Task to carry out:
In the entries below, find every line with "JSON" and copy it.
═════ Records for this task ═════
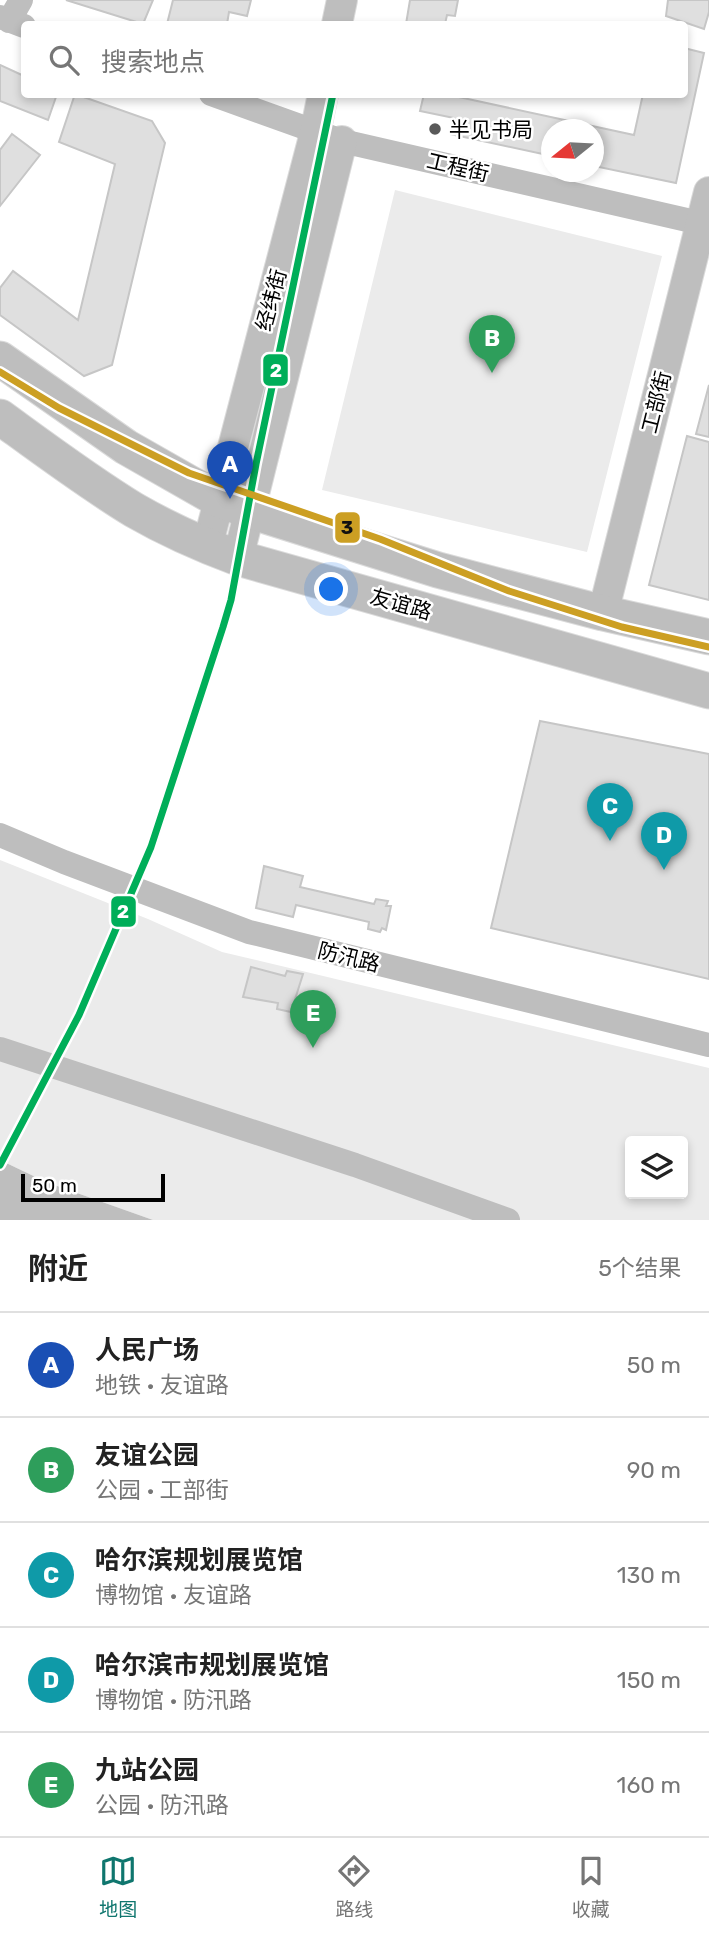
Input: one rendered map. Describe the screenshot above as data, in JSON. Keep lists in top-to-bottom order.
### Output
{
  "streets": {
    "highway": ["友谊路"],
    "main road": ["经纬街", "工部街"],
    "street": ["工程街", "防汛路"]
  },
  "crossings": [
    ["工程街", "经纬街"],
    ["工程街", "工部街"],
    ["经纬街", "友谊路"],
    ["工部街", "友谊路"]
  ],
  "places": ["半见书局"],
  "lines": ["transit line 2", "transit line 3"],
  "scale_bar": "50 m",
  "north": "left",
  "page": {
    "search": "搜索地点",
    "pins": [
      "B",
      "A",
      "C",
      "D",
      "E"
    ],
    "scale": "50 m",
    "heading": ["附近", "5个结果"],
    "list": [
      {
        "mark": "A",
        "name": "人民广场",
        "note": "地铁 · 友谊路",
        "value": "50 m"
      },
      {
        "mark": "B",
        "name": "友谊公园",
        "note": "公园 · 工部街",
        "value": "90 m"
      },
      {
        "mark": "C",
        "name": "哈尔滨规划展览馆",
        "note": "博物馆 · 友谊路",
        "value": "130 m"
      },
      {
        "mark": "D",
        "name": "哈尔滨市规划展览馆",
        "note": "博物馆 · 防汛路",
        "value": "150 m"
      },
      {
        "mark": "E",
        "name": "九站公园",
        "note": "公园 · 防汛路",
        "value": "160 m"
      }
    ],
    "nav": ["地图", "路线", "收藏"]
  }
}
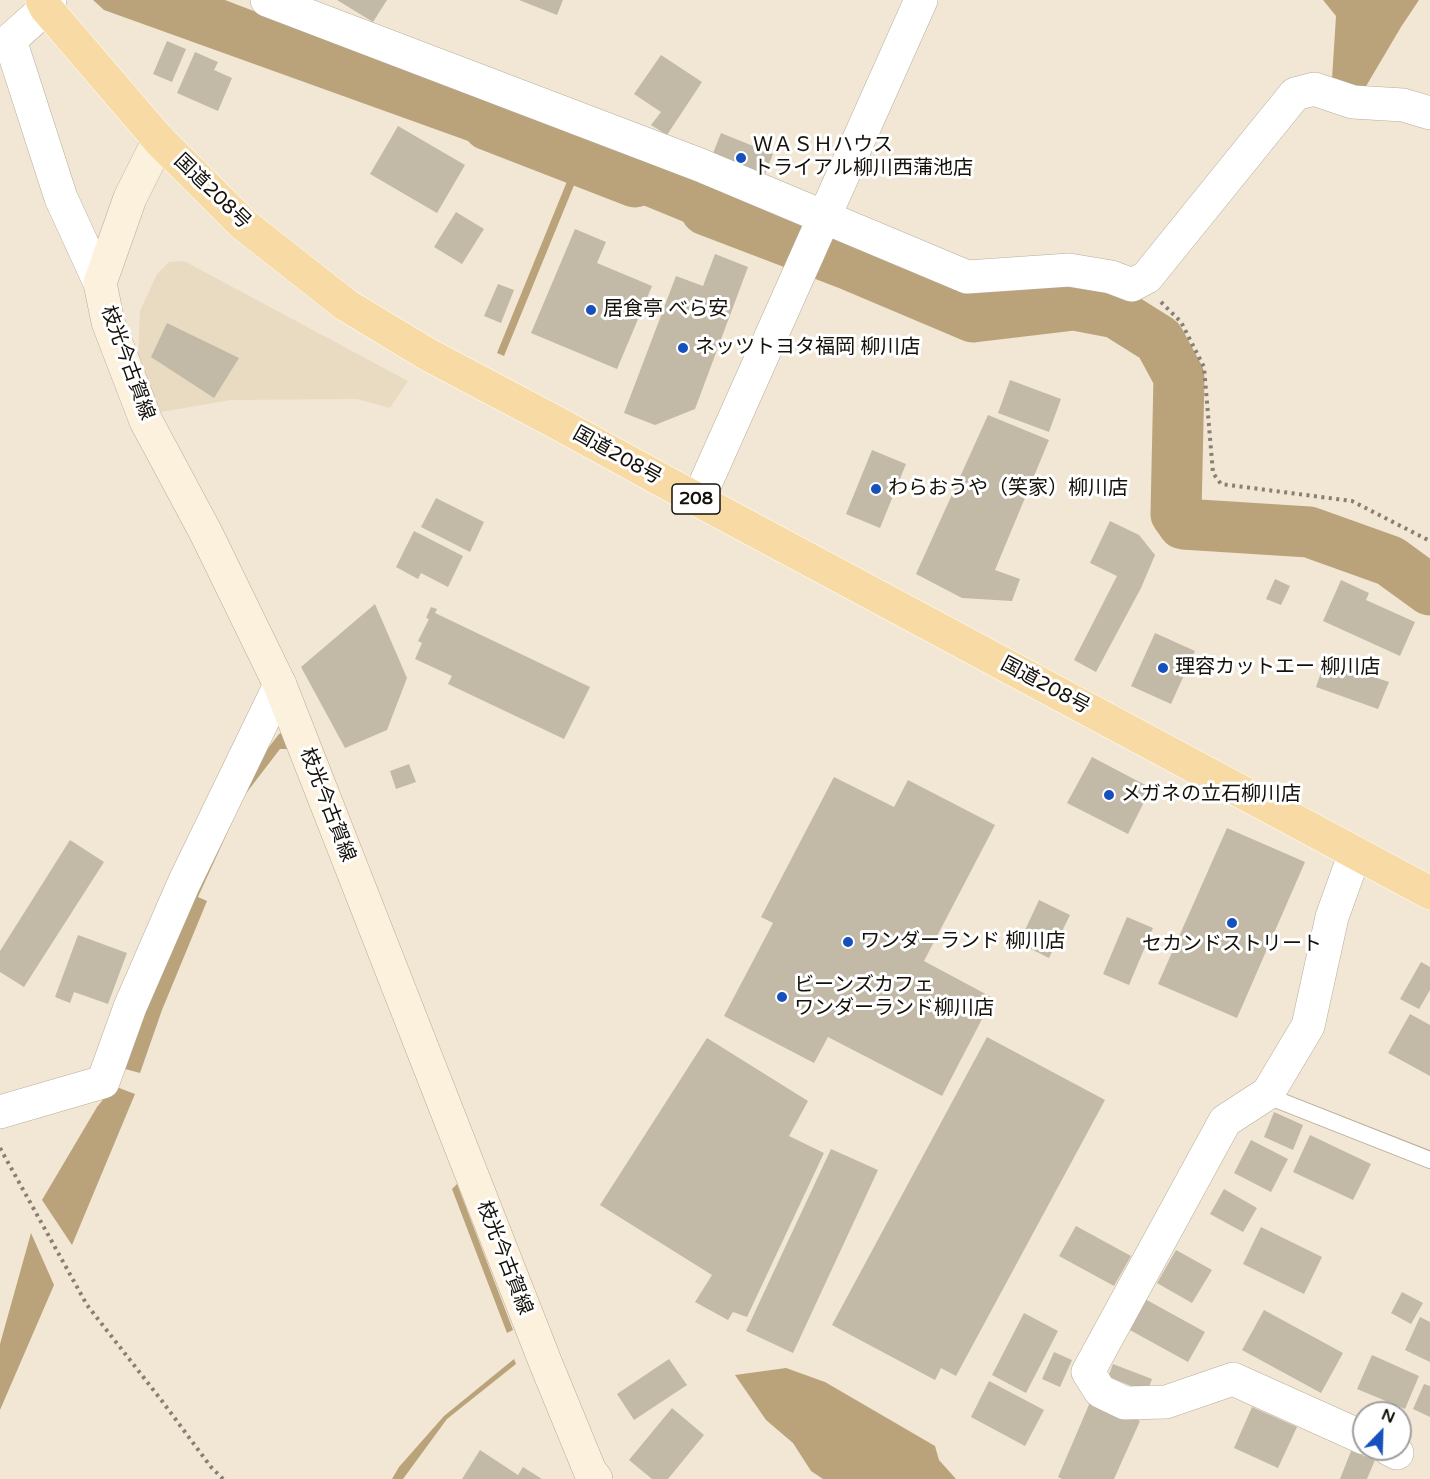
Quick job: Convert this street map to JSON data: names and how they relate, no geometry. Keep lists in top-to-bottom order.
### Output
{
  "streets": {
    "highway": ["国道208号", "208"],
    "main road": ["枝光今古賀線"]
  },
  "crossings": [
    ["国道208号", "枝光今古賀線"]
  ],
  "places": [
    "ＷＡＳＨハウス トライアル柳川西蒲池店",
    "居食亭 べら安",
    "ネッツトヨタ福岡 柳川店",
    "わらおうや（笑家）柳川店",
    "理容カットエー 柳川店",
    "メガネの立石柳川店",
    "セカンドストリート",
    "ワンダーランド 柳川店",
    "ビーンズカフェ ワンダーランド柳川店"
  ],
  "north": "top right"
}
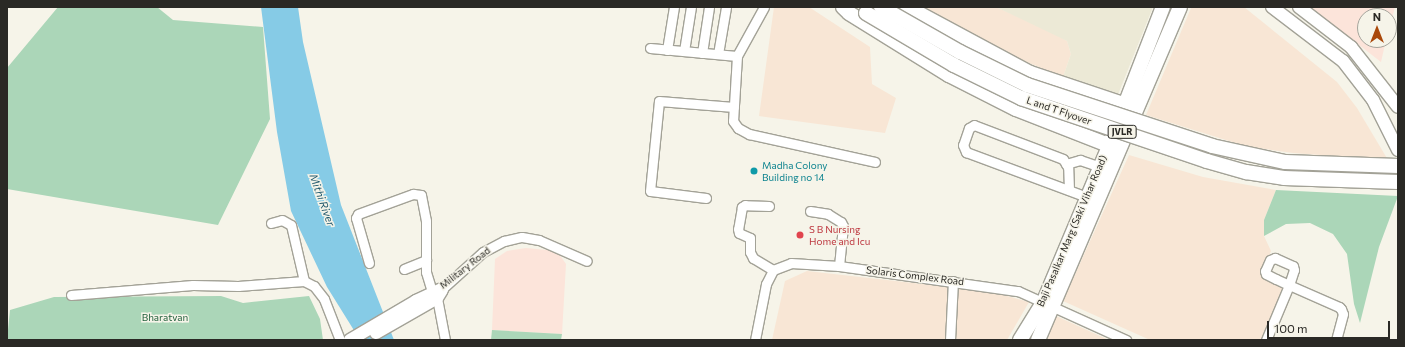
═════
Exercise result:
Input: one rendered map. Describe the screenshot above as data, in JSON. Keep lists in top-to-bottom order.
Quick job: Convert this street map to JSON data: names and how they relate, no geometry. Keep lists in top-to-bottom order.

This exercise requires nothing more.